[Collected data entries]
────────
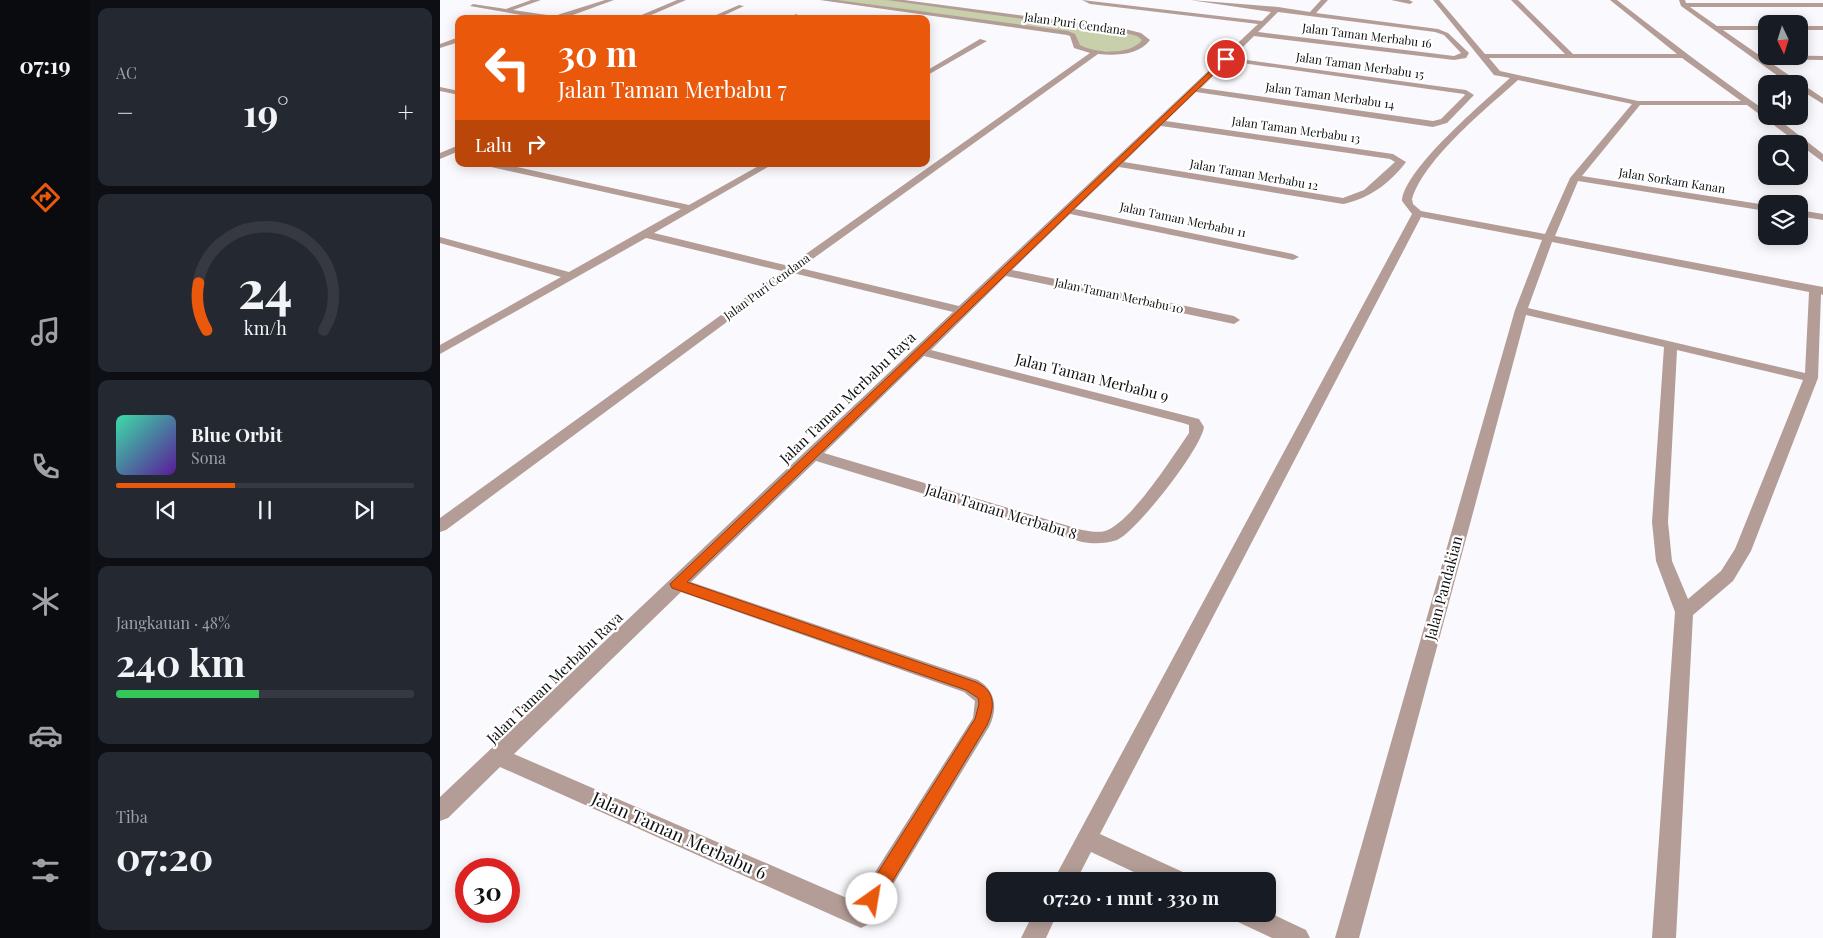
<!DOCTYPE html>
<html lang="id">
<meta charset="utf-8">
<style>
:root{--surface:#171b24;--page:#242831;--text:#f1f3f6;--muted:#9ea1a6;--line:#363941;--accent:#ea580c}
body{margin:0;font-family:"Playfair Display",serif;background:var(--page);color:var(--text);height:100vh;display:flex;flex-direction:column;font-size:19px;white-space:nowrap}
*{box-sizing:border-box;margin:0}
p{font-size:16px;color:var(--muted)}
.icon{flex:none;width:28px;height:28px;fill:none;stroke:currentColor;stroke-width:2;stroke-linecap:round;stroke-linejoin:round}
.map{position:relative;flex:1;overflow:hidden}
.details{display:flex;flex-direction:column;gap:8px;padding:8px;background:#0d0f14;width:350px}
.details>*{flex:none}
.hud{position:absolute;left:15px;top:15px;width:475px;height:152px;border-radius:10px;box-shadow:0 2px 12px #0003;background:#ea580c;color:#fff;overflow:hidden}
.needle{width:32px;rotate:176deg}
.controls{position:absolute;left:1318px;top:15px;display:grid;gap:10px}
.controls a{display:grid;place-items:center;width:50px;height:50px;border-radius:10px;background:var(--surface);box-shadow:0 2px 12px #0003;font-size:25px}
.speed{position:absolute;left:15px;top:858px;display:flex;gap:10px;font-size:25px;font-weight:700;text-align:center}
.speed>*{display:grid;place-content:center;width:65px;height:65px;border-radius:50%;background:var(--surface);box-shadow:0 2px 12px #0003;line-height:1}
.speed .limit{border:8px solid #d22;background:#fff;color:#111}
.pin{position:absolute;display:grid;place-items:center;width:42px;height:42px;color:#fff;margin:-21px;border:2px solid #fff;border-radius:50%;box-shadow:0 1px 5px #0007}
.me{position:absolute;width:55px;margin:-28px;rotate:32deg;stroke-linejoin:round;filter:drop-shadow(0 0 4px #0008)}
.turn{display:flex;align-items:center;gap:18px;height:105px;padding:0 20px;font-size:22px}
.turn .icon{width:65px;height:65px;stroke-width:2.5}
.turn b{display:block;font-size:35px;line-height:42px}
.then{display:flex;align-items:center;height:48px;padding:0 20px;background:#0003;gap:10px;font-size:19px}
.big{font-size:38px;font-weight:700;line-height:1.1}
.details .widget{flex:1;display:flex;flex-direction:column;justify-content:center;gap:8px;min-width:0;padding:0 18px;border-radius:10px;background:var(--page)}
.details .dial{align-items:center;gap:0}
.dial svg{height:130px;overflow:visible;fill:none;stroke:var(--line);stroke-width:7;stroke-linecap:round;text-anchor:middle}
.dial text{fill:var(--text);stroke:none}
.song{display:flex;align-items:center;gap:15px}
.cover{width:60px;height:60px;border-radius:8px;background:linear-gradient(135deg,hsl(160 70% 55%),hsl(270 70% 35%))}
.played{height:5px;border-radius:2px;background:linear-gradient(90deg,var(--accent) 40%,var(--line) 40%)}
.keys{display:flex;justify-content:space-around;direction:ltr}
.heat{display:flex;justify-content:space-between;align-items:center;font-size:28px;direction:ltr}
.charge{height:8px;border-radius:4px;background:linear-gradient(90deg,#34c759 48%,var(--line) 0)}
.trip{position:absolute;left:546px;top:872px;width:290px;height:50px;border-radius:10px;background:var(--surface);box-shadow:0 2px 12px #0003;font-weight:700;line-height:50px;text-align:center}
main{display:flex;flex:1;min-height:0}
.dock{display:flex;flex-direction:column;width:90px;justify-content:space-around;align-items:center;background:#090b0e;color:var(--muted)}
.dock .icon{width:35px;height:35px}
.dock .active{color:var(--accent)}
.dock b{font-size:22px;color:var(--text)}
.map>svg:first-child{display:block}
</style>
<main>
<nav class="dock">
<b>07:19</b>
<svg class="icon active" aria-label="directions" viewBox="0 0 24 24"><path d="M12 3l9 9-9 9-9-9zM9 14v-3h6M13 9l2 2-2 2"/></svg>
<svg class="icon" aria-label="music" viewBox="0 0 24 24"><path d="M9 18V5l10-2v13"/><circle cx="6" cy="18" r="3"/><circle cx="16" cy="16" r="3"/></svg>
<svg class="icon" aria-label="phone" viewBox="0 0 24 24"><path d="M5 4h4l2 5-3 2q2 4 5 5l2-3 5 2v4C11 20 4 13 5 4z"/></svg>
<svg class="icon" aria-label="climate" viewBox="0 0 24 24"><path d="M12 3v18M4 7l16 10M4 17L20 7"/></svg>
<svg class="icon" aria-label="car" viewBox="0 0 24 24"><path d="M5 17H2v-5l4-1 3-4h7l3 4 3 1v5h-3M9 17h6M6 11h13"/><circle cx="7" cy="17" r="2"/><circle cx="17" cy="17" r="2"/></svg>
<svg class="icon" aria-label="filters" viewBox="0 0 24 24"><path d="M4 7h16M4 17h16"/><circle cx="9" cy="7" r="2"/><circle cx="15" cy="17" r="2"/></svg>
</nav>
<section class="details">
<div class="widget"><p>AC</p>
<div class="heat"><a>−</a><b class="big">19°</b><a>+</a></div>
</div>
<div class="widget dial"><svg viewBox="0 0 100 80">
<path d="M14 69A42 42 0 1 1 86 69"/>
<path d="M14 69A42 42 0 0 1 9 40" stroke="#ea580c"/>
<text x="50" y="56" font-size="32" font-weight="700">24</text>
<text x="50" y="72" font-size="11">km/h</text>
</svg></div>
<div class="widget">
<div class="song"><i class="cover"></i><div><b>Blue Orbit</b><p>Sona</p></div></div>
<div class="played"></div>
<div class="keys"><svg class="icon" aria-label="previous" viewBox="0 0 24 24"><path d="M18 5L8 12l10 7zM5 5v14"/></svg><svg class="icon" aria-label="pause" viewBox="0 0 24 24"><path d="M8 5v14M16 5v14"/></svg><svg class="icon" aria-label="next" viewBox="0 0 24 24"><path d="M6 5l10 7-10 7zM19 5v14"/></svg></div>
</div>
<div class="widget"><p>Jangkauan · 48%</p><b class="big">240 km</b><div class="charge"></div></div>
<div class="widget"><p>Tiba</p><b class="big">07:20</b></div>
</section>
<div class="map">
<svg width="1383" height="938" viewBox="0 0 1383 938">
<rect width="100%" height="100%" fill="#fafafe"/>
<path fill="#c8d0ab" d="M 383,0 L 449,0 L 693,32 L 706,40 C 686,57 664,52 641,48 L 633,35 Z"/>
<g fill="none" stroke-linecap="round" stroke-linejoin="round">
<g fill="#b49d97" fill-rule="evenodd">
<path d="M 91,0 L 101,0 L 73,10 L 114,16 L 165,0 L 174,0 L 122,19 L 104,19 L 30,6 L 33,4 L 66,9 Z"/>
<path d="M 237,0 L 246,0 L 202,19 L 192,19 Z"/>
<path d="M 380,0 L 397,0 L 628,31 L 635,34 L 640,45 C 655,53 690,56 702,40 L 697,36 L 685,33 L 446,0 L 464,0 L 685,29 L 701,33 L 710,40 C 699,55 676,56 658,54 L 360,268 L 519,306 L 818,24 L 650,4 L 642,0 L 822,21 L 831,12 L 750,0 L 838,7 L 870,12 L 881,0 L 888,0 L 876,13 L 998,29 L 1008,33 L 1029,53 L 1026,58 L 1014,60 L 814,36 L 792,58 L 1026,90 L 1034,95 L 1007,123 L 993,127 L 756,92 L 726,121 L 953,154 L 966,162 C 950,183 929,199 903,204 L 679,167 L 635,209 L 853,254 L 859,257 L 853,260 L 630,214 L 572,270 L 794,316 L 800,320 L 794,324 L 566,276 L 491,350 L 759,419 L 764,427 C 761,449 697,531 677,540 C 665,544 654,544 642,542 L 376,461 L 251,582 L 538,680 C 556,691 558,709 549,727 L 429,924 L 421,928 L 60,767 L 8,818 L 0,821 L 0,797 L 513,312 L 353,273 L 6,530 L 0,532 L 0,518 L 342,271 L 206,238 L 0,354 L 0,345 L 121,277 L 0,243 L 0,237 L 129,272 L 241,209 L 51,167 L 46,164 L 63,164 L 249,205 L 322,164 L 333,164 L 214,233 L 349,266 L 650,53 L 634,48 L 630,36 L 627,35 ZM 838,12 L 995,32 L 1004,35 L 1021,53 L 1014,56 L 818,32 ZM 788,61 L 1024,94 L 1025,95 L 1001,119 L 993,121 L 761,88 ZM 721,126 L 950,159 L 955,162 L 924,190 L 903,198 L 684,162 ZM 484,356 L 743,423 L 749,425 L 749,433 C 733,456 691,523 665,531 C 658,533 649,531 642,530 L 384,453 ZM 241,592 L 524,692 L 535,701 L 533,718 L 416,902 L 74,754 Z"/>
<path d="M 951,0 L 969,0 L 973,2 L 970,4 Z"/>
<path d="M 993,0 L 999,0 L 1045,54 L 1125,54 L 1071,0 L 1078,0 L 1133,54 L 1237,54 L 1170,0 L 1177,0 C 1226,38 1276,76 1326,111 L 1326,116 L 1334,116 L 1383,154 L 1383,162 L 1307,105 L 1200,105 L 1142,176 L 1326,205 L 1326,211 L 1138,181 L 1115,236 L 1383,287 L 1383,295 L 1381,294 L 1378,378 L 1311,551 L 1293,581 L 1253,615 L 1236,938 L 1212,938 L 1235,612 L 1216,561 L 1212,522 L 1224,347 L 1086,315 L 919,938 L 895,938 L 1075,310 L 1102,240 L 981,217 L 660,834 L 745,873 L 748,881 L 713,881 L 651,852 L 636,881 L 613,881 L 972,214 L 962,201 C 964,169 1045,101 1070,78 L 1054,75 ZM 1049,58 L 1242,58 L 1301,101 L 1198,101 L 1060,71 ZM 1078,80 L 1192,104 L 1130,178 L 1105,234 L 981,211 L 973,204 L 972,199 C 985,158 1046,109 1078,80 ZM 1112,242 L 1369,292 L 1365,373 L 1088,308 ZM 1237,350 L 1363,380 L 1295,549 L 1281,571 L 1248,599 L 1232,561 L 1228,522 Z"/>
<path d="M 1239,0 L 1245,0 L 1246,3 L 1383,3 L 1383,7 L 1250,7 L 1277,26 L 1326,26 L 1326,30 L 1283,30 L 1319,55 L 1383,56 L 1383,60 L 1325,59 L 1383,98 L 1383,104 L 1359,89 L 1359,84 L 1349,84 L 1241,6 Z"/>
<path d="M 299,5 L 304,6 L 276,19 L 267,19 Z"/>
<path d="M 356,14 L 358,15 L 358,17 L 346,19 Z"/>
<rect x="1359" y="26" width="24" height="4"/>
<path d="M 19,37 L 19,42 L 0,48 L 0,44 Z"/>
<path d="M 540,39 L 547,41 L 486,76 L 486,71 Z"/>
<path d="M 0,87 L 19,91 L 19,95 L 0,91 Z"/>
<path d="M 19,145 L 19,151 L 0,159 L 0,153 Z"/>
<path d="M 1359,210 L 1383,214 L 1383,220 L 1359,216 Z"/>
<path d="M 828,912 L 866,930 L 870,938 L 832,938 L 798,922 L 794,914 L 828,914 Z"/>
<path d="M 593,914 L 617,914 L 606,938 L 581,938 Z"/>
</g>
</g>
<path fill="#ea580c" stroke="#983908" d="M 784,58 L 789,59 L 247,582 L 536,682 C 556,691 555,707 547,725 L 438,905 L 432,908 L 425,905 L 423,899 L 425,893 L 535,719 L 539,704 L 538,698 L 526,690 L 232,588 L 230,584 Z"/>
<g text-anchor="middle" stroke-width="4.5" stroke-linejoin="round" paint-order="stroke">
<g font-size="12" fill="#0f1011" stroke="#fff">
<text transform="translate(635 24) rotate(8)" y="4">Jalan Puri Cendana</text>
<text transform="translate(927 36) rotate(7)" y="4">Jalan Taman Merbabu 16</text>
<text transform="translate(920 66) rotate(8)" y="4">Jalan Taman Merbabu 15</text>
<text transform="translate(890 96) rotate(8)" y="4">Jalan Taman Merbabu 14</text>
<text transform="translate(856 130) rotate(8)" y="4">Jalan Taman Merbabu 13</text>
<text transform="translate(814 175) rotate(10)" y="4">Jalan Taman Merbabu 12</text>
<text transform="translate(1232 181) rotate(9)" y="4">Jalan Sorkam Kanan</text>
<text transform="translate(743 220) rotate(12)" y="4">Jalan Taman Merbabu 11</text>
<text transform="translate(327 287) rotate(-36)" y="4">Jalan Puri Cendana</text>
<text transform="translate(679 296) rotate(12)" y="4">Jalan Taman Merbabu 10</text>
</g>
<g font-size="15" fill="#0f1011" stroke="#fff">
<text transform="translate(652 378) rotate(14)" y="5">Jalan Taman Merbabu 9</text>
<text transform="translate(408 398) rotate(-44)" y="5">Jalan Taman Merbabu Raya</text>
<text transform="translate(561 512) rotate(17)" y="5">Jalan Taman Merbabu 8</text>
<text transform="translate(1004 588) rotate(-75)" y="5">Jalan Pandakian</text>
<text transform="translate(115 678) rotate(-44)" y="5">Jalan Taman Merbabu Raya</text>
</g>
<g font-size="18" fill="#0f1011" stroke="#fff">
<text transform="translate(239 836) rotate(24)" y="6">Jalan Taman Merbabu 6</text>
</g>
</g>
</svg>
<div class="controls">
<a><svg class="needle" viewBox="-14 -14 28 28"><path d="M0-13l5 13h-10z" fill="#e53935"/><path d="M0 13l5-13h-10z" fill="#9ea1a6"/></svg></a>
<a><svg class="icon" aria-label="sound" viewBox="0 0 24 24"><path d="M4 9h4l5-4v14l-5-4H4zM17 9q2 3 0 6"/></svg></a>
<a><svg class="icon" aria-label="search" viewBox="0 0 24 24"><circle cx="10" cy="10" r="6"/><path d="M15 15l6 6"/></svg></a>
<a><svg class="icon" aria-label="layers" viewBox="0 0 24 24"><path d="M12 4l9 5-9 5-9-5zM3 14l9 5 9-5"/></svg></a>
</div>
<div class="speed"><div class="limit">30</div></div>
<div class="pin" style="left:786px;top:59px;background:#d93025"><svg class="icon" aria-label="arrive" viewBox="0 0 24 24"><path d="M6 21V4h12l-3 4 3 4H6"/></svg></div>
<svg class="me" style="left:432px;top:899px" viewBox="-20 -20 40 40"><circle r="19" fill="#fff"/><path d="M0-13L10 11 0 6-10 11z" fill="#ea580c"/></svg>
<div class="trip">07:20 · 1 mnt · 330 m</div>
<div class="hud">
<div class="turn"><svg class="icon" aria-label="left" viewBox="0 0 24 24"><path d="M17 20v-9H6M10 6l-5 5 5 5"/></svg><div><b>30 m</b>Jalan Taman Merbabu 7</div></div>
<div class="then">Lalu<svg class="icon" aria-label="right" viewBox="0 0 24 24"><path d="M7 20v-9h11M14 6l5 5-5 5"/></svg></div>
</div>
</div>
</main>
────────
**About this exercise**
Within the records, tally every line that contains the word "linear". Only the resulting number should be given.

**Exercise response**
3